One can verify that since \(f_i\) are all convex and \(R(\vec{w})\) is \(\sigma\)-strongly convex, so \(F_t(\vec{w})\) is also \(\sigma\)-strongly convex.

According to the above lemma, we have

\[F_t(\vec{w}_{t+1}) \geq F_t(\vec{w}_t) + \frac{\sigma}{2} \|\vec{w}_t-\vec{w}_{t+1}\|^2\]


\[F_{t+1}(\vec{w}_t) \geq F_{t+1}(\vec{w}_{t+1}) + \frac{\sigma}{2} \|\vec{w}_t-\vec{w}_{t+1}\|^2\]

Adding them together,

\[F_t(\vec{w}_{t+1})-F_t(\vec{w}_t) + F_{t+1}(\vec{w}_t) - F_{t+1}(\vec{w}_{t+1})\geq \sigma \|\vec{w}_t-\vec{w}_{t+1}\|^2\]

By the definition of \(F_t\), we have

\[f_t(\vec{w}_t) - f_t(\vec{w}_{t+1})\geq \sigma\|\vec{w}_t-\vec{w}_{t+1}\|^2\]

By the Lipschitz property of \(f_t\), we have

\[f_t(\vec{w}_t) - f_t(\vec{w}_{t+1}) \leq L_t \|\vec{w}_t-\vec{w}_{t+1}\|\]


\[\|\vec{w}_t-\vec{w}_{t+1}\| \leq \frac{L_t}{\sigma}\]

The proof follows by plugging this back to the above formula.

Theorem Let \(f_1,f_2, \dots, f_n\) are convex function s.t. \(f_t\) is \(L\)-Lipschitz w.r.t \(\| \cdot \|\). Then if FoReL is used with a \(\sigma\)-strongly convex regularizer w.r.t. the same norm, then \[\begin{split} R(n, \text{FoReL}, \vec{u}) &\leq R(\vec{u})-R(\vec{w}_1) + \sum_{t=1}^{n} f_t(\vec{w}_t) - \sum_{t=1}^{n} f_t(\vec{w}_{t+1})\\ &\leq R(\vec{u})-\min_{\vec{w} \in S} R(\vec{w}) + \frac{nL^2}{\sigma} \end{split} \]
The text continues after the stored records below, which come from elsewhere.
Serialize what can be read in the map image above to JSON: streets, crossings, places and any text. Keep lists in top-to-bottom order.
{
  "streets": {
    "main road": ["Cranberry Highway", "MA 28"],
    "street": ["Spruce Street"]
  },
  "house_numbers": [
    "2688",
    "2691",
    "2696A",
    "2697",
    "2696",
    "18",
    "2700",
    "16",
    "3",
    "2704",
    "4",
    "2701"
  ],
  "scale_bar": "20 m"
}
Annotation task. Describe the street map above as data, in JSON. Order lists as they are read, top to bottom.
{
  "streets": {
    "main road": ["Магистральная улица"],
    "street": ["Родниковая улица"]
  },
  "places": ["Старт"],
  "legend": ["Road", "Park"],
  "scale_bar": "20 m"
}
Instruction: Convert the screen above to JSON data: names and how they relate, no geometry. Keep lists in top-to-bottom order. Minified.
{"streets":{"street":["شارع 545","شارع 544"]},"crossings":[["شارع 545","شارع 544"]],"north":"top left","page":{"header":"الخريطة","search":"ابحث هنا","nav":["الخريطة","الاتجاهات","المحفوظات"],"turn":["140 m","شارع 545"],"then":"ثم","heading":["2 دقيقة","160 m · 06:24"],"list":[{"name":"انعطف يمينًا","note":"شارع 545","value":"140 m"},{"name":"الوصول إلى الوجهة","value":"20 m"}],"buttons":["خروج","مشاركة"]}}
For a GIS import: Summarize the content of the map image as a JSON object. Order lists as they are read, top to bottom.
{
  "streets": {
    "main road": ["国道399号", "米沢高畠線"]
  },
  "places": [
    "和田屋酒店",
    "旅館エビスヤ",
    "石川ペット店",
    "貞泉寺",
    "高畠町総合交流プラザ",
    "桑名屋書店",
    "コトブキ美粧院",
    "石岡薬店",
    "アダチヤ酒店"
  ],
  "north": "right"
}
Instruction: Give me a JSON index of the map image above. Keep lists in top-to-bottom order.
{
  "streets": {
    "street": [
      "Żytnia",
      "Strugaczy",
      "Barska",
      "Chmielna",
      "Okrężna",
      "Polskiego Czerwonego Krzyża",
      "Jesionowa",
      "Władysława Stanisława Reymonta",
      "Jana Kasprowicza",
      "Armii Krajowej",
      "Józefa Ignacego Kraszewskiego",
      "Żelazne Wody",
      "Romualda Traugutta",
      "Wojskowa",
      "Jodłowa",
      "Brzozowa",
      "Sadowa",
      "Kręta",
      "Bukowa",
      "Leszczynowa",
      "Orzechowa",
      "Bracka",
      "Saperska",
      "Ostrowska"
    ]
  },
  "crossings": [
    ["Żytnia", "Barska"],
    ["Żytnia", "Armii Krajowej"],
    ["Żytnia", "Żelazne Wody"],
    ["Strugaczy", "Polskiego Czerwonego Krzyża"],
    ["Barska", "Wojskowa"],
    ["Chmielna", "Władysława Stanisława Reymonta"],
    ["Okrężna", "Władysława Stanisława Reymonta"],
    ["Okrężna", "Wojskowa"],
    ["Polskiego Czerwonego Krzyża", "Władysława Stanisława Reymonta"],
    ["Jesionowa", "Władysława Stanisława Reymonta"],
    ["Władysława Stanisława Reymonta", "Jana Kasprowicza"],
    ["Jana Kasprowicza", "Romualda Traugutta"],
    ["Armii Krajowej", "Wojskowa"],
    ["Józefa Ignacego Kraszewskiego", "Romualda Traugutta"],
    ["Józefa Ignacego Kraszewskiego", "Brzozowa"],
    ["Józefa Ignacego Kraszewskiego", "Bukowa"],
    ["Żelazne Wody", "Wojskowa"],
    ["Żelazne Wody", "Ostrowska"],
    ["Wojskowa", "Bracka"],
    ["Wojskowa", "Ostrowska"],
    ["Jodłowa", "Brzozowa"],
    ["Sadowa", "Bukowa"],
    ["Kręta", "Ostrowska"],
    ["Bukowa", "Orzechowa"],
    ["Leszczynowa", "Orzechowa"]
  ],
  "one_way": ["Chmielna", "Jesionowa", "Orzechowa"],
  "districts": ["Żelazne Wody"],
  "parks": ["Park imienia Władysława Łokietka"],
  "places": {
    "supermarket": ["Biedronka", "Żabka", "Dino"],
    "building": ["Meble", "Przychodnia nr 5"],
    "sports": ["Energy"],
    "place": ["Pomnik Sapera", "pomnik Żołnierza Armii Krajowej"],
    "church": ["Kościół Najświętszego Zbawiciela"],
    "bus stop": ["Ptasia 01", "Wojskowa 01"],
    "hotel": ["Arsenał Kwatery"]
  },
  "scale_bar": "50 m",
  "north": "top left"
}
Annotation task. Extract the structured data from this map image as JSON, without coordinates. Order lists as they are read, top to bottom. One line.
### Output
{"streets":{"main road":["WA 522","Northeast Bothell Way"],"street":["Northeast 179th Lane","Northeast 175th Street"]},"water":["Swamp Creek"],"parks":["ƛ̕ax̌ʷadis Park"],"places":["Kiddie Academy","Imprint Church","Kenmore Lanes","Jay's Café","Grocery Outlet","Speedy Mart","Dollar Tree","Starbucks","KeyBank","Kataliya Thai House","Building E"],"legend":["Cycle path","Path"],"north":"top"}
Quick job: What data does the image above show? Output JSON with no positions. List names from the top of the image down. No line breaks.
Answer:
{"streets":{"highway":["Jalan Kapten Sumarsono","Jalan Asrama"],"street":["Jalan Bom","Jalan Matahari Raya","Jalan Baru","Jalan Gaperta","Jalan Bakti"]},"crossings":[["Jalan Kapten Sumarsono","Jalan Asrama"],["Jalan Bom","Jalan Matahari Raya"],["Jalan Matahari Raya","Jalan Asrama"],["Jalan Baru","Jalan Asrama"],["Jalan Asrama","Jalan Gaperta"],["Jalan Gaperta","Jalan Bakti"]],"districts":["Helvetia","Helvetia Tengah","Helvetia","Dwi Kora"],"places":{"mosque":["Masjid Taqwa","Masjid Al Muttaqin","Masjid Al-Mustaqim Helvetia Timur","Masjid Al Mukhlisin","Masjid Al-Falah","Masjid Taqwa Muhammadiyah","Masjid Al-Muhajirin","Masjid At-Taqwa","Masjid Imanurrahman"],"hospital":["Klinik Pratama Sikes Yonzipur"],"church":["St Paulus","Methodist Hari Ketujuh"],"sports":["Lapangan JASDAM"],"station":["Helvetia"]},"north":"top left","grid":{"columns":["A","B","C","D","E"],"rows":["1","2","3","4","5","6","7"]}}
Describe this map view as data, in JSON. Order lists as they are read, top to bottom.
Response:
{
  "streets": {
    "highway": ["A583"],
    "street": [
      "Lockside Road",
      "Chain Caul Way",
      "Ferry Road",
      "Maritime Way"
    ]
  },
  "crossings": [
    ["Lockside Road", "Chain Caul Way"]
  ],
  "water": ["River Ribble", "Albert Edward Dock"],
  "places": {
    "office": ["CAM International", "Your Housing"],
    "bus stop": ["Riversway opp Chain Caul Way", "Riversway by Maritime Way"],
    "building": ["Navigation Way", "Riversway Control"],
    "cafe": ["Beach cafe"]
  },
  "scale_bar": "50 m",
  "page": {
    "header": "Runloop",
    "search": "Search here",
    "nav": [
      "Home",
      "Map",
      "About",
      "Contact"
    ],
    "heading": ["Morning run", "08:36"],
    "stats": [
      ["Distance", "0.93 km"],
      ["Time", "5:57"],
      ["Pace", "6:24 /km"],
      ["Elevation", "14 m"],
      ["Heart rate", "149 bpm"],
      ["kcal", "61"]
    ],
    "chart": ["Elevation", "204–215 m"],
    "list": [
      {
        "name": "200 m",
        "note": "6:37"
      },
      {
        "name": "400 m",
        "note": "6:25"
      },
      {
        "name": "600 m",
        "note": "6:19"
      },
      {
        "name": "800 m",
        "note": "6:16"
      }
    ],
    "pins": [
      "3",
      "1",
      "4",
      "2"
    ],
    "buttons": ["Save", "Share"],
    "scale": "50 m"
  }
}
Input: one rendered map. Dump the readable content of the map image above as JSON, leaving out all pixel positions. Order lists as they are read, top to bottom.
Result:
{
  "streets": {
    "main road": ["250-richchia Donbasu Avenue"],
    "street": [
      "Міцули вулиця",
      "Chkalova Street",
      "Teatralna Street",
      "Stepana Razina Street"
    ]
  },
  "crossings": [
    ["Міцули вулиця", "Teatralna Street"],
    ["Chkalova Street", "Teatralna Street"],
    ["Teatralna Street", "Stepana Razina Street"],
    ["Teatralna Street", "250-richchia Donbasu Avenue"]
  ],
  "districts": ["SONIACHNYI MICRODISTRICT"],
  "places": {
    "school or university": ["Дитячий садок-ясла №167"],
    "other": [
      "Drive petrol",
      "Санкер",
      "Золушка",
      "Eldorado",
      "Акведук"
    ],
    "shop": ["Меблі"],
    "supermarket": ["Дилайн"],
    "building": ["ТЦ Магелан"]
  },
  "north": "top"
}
7.5 Euclidean and Entropy Regularizer (Skipped) #

8 Stochastic Bandits #

8.1 Settings #

  1. Input: Number of arms \(K\), number of rounds \(n\).
  2. In each round \(t=1,2, \dots, n\):
    1. Learner selects an arm \(I_t \in [K]\).
    2. Environment assigns a reward \(X_{t}\) to arms drawn from a distribution \(v_{I_t}\) (associated with arm), i.e., \(X_t \sim v_{I_t}\).

The policy of a learner: given the history \(\mathcal{H}_t = (I_1, X_1, \dots, I_{t-1}, X_{t-1})\), decide which arm to play: \(\pi_t(\cdot \mid \mathcal{H}_t)\).

The total reward is \(S_n = \sum_{t=1}^{n} X_t\), and the goal is to maximize \(\E[S_n]\).

Denote \(\mu_a\) as the mean of distribution \(v_a\) for each arm \(a \in [K]\). And \(\mu^{*} = \max_{a \in [K]} \mu_a\). Then if all the distributions are known, \(\max \E[S_n] = n \mu^{*}\). In reality, these distributions are unknown, so we just use this as our benchmark in the regret definition.

\[Regret(\pi, n) = n\mu^{*} - \E[S_n] = n \max_{i \in [K]} \mu_i - \E \left[ \sum_{t=1}^{n} X_t \right]\]

A bandit instance is a list of \(K\) distributions: \(v = \{v_a\}_{a \in [K]}\).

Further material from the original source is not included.